44 years ago today, April 4, 1970, I was on an airplane headed to Fort Leonard Wood in Missouri to report for basic training. I had lost my college deferment for the draft after leaving school, having decided that 2 1/2 years of alcohol and drugs was not a good foundation for the future. I had hoped that the new draft lottery, which began in December 1969, would allow me to circumnavigate the issue of the Vietnam War. I won the lottery, birthday #1 - September 14.

My plane trip that day was the beginning of my active duty stint for the National Guard. It was my side step around the war. In those days, the Guard did not go overseas. We stayed at home. It was not like really being a soldier, I thought. I was going to be a clerk-typist. Then, while I was in basic training, 4 students were killed at Kent State University in Ohio by National Guardsmen. I had 2 friends from school who were in the process of applying for, and ultimately received, status as conscientious objectors. They were serious about it. Both went to work in the Peace Corps. They asked about the feeling among those of us who were active duty Guardsmen, what was the consensus about the killings at Kent State. Inwardly, I thought it was a tragedy, but I was relieved that I was going to be a clerk-typist.

While I feigned opposition to the war, I did not take any action or even participate in anti-war demonstrations. When my draft number came up, I was terrified. I believed that fear would get me killed. I had seen enough war on TV and in the movies to know that is what happened to cowards. That is the truth.

I finally got out of the Guard a few years later, before my 6-year-enlistment was finished. I simply stopped going. I received a phone call one day from a career sergeant at the Armory in East Orange, NJ. That is where my unit was. As a sidebar, today that building is a Mosque. The sergeant told me that he did not feel like going through all the paperwork that was required for me - AWOL and eventual court martial. He offered me a deal. Turn in my equipment, and he would get me processed out with a general discharge. I thought I outsmarted the Army. I was wrong.

I will continue to carry a good deal of shame because of my failure to stand up for either side during the Vietnam War. I will always admire the real courage of the young men and women who served in Vietnam, whether it was by choice or not. War is the worst of all wrongs. But soldiers do what they are told. They do not get to choose. Some that I know who went believed in serving. Some were killed in combat. Some came home and do not talk about it.

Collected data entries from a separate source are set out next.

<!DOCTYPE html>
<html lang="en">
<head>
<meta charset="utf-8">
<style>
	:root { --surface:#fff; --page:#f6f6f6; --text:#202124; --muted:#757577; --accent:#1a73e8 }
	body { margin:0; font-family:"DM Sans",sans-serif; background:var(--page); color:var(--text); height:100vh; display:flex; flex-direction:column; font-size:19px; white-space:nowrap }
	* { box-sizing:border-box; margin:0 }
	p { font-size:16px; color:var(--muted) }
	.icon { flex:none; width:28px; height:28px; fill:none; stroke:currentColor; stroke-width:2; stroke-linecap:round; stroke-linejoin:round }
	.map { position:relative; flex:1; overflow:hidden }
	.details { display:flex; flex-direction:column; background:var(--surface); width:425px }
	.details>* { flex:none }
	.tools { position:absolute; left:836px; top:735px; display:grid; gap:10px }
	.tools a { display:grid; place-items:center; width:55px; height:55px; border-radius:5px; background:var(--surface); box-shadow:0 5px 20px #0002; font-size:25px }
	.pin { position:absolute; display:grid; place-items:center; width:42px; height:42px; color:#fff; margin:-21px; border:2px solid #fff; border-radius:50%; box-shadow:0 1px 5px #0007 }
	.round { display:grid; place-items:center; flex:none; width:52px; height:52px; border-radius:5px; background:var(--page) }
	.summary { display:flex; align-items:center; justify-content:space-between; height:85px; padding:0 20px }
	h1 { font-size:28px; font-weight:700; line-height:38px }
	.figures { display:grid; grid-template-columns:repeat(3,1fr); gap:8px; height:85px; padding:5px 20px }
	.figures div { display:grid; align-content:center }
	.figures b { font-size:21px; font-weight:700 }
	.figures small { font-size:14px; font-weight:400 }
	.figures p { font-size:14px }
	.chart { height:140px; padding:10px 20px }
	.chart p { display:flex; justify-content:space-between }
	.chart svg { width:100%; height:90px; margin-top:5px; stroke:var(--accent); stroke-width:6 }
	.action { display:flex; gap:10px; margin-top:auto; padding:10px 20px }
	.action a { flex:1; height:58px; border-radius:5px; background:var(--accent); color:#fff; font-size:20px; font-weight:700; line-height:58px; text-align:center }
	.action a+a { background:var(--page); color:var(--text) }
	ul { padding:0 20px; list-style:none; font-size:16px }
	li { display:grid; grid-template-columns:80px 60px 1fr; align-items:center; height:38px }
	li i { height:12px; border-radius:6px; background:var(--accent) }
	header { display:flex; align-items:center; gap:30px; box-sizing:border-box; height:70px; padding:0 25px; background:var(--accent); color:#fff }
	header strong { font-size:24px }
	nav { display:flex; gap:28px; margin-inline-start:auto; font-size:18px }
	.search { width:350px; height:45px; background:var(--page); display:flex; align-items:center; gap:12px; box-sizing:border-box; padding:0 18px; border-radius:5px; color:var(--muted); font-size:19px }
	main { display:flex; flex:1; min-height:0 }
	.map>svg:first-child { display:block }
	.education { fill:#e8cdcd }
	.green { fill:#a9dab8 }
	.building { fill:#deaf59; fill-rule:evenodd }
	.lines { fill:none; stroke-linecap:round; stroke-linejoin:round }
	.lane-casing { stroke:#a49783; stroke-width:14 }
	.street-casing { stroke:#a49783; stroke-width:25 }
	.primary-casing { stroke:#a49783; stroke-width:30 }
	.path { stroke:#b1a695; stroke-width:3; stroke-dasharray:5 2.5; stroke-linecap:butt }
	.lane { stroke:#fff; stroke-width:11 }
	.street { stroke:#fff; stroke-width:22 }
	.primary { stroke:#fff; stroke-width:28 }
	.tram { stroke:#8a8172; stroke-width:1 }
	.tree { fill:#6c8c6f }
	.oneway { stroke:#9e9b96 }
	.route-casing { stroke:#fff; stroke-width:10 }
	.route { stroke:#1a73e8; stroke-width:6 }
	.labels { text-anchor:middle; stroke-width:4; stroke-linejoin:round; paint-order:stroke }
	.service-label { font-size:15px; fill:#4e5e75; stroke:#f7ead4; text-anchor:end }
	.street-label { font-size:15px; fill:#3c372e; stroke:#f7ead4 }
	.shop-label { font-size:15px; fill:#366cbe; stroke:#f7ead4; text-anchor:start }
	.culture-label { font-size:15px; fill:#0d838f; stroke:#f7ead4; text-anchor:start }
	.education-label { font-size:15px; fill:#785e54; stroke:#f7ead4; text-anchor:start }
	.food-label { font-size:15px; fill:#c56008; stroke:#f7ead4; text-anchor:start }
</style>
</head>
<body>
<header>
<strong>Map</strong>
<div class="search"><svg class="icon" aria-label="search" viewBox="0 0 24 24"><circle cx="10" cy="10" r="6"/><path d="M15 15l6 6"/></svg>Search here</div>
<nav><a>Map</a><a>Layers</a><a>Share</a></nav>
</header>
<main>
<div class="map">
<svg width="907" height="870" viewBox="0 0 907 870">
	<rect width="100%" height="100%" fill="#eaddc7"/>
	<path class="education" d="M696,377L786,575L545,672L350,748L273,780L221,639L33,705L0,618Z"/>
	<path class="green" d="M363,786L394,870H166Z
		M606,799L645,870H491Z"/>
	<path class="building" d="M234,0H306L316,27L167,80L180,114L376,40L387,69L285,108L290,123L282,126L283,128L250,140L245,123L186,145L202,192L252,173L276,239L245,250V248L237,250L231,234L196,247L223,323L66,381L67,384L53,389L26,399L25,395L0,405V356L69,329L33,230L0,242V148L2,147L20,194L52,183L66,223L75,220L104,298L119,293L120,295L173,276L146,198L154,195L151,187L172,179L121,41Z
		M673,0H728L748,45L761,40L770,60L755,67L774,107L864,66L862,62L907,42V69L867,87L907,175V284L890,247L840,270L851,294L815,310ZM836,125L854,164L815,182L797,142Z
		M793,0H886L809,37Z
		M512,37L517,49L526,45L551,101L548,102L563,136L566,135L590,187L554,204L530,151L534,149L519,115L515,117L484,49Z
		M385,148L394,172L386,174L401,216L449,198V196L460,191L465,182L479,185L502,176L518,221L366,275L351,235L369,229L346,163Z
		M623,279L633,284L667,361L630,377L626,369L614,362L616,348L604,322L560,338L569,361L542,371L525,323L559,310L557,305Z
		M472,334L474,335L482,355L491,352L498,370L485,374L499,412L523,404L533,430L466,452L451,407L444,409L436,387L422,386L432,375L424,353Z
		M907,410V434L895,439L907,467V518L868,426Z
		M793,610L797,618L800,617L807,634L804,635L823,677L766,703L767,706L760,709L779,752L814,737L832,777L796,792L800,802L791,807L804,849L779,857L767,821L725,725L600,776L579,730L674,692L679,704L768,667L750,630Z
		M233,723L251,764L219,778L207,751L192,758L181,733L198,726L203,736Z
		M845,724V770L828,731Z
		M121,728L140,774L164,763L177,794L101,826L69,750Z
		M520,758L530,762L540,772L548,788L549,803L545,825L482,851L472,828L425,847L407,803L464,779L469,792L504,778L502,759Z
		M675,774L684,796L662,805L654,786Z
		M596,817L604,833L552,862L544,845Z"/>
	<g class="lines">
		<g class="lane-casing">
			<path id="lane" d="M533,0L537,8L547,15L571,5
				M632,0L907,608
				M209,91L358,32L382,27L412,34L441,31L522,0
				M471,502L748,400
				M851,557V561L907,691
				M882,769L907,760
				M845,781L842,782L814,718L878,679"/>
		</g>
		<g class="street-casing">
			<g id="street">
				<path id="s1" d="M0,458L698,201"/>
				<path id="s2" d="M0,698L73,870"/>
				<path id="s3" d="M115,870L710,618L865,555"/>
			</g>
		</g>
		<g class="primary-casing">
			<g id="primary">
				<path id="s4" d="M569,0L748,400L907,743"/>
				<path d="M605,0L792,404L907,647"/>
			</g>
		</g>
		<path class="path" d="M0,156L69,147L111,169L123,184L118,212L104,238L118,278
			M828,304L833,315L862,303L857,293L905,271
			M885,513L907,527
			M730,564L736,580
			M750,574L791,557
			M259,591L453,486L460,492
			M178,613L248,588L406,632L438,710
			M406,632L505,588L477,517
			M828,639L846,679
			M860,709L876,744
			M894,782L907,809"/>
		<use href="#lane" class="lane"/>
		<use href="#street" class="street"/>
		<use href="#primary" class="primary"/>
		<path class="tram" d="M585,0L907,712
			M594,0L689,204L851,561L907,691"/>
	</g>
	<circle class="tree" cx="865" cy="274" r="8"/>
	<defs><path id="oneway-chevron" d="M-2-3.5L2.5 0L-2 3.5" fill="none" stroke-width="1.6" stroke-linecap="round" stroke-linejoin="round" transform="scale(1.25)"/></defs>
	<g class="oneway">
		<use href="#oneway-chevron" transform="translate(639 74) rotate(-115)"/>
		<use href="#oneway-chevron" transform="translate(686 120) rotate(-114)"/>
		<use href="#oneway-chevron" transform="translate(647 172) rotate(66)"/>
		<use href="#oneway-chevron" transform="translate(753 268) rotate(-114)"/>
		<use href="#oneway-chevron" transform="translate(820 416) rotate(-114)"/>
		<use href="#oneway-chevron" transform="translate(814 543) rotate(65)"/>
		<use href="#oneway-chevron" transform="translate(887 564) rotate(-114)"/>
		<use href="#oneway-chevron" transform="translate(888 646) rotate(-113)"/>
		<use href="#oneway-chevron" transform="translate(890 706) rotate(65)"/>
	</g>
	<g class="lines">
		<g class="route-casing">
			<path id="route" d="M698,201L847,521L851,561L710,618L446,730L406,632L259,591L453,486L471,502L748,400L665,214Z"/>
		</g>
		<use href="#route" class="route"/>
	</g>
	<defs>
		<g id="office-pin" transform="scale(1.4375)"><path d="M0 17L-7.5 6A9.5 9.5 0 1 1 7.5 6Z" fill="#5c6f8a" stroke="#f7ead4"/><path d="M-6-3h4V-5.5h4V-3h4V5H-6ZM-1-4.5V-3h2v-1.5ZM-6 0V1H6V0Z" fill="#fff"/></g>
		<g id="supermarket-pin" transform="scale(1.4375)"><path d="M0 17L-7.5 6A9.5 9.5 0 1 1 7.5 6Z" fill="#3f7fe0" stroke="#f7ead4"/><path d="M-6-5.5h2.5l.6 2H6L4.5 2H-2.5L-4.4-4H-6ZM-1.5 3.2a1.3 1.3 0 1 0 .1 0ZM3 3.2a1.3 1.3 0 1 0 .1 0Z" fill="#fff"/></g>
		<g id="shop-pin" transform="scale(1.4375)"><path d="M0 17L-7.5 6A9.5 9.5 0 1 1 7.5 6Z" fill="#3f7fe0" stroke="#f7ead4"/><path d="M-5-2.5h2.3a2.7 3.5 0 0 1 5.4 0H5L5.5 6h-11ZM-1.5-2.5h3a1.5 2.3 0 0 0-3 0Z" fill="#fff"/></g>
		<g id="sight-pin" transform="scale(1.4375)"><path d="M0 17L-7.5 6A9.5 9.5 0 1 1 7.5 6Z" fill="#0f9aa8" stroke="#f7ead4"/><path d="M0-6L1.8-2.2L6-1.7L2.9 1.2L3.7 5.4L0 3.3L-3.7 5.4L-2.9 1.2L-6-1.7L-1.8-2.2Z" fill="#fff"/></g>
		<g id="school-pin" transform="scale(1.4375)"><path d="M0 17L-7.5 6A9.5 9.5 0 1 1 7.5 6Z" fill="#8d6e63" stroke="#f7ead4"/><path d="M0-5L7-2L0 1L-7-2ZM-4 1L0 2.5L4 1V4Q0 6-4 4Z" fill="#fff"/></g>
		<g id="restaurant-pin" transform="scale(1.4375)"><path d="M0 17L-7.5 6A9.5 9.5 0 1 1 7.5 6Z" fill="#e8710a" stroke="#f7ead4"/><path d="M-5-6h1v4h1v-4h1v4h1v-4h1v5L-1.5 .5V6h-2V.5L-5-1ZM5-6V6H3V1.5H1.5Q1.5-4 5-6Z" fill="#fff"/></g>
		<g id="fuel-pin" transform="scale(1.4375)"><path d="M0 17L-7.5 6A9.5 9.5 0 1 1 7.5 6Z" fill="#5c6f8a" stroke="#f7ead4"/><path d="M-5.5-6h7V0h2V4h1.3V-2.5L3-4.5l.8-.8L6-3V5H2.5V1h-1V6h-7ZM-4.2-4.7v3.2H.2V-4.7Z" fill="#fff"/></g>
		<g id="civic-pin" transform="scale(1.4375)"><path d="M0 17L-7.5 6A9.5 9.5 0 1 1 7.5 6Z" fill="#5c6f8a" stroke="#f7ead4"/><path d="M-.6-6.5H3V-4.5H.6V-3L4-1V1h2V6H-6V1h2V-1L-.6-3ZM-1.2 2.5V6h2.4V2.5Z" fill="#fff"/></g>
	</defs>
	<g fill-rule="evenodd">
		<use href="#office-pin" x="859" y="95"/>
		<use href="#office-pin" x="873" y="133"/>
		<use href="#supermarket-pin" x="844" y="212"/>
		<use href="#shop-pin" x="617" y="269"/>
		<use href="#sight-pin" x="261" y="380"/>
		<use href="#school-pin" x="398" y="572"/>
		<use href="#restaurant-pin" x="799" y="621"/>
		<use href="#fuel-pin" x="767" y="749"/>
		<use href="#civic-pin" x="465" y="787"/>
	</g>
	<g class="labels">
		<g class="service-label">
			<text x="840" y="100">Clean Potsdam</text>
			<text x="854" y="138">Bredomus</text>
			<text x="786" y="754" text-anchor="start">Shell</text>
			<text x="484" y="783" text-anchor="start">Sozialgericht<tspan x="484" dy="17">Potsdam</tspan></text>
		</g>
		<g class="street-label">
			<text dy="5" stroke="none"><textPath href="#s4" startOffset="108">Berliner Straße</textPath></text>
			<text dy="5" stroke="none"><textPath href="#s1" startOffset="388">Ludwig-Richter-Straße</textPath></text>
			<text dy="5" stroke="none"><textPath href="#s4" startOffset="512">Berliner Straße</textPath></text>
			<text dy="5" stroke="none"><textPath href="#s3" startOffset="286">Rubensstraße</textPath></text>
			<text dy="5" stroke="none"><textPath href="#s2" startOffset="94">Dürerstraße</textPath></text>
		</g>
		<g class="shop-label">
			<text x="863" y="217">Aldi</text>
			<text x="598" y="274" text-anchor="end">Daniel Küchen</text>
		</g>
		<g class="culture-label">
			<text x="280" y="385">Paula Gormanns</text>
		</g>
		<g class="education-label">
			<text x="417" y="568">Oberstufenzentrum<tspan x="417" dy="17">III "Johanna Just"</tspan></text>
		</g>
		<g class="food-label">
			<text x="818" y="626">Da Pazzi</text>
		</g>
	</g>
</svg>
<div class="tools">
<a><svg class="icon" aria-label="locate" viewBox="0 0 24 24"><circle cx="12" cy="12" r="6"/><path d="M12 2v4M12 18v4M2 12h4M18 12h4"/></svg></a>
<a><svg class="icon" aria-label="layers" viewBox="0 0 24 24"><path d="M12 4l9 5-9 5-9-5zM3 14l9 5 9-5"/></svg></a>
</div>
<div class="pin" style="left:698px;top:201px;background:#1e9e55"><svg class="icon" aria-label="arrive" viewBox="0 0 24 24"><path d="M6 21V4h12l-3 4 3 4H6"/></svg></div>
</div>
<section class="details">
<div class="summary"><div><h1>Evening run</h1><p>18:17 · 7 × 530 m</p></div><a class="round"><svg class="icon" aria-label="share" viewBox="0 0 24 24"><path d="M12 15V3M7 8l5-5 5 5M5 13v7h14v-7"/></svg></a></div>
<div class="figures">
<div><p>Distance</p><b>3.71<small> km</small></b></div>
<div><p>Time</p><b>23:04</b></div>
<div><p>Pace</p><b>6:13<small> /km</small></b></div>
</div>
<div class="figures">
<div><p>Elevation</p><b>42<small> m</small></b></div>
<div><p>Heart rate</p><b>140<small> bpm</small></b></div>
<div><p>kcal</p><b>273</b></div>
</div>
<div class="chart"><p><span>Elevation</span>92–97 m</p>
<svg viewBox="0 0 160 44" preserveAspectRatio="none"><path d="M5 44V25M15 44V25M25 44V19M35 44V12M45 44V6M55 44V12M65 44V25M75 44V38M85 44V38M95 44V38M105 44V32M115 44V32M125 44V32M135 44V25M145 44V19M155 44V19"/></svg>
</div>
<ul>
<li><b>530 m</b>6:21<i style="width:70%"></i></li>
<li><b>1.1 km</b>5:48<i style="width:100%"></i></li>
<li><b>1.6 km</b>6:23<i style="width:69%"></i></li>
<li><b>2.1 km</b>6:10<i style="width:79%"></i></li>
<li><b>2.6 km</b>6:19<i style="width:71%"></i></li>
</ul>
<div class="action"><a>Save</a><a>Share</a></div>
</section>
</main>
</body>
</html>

Those of you who served in Vietnam went there so that I did not have to. You stood in front of me and shielded me with your limbs and your lives and your sanity and your youth and your innocence. I can never know the suffering you endured on my behalf.

My letter is prompted by an article I read in The Veteran on the VVAW site. It is from Fall 2012; Volume 42, Number 2. It is entitled, "Thank You for Your Service." It was written by Bill Ehrhart, an honorably-discharged former Marine sergeant with a Purple Heart Medal, a Navy Combat Action Ribbon, and two Presidential Unit Citations. At the end of his letter he says, "Instead of thanking our servicemen and women for their service, perhaps we ought to be asking less service from them and more service from ourselves." I believe he is correct.

It has taken me 44 years to acknowledge my complicity in the Vietnam War and the debt I owe to those who served in my place. I do not expect that a letter or a thank you will change anything, but it is a beginning.


Joseph Guastella is not a veteran. He joined the National Guard in April 1970 and received a general discharge about 5 years later. He has lived in Bergen County in New Jersey all his life.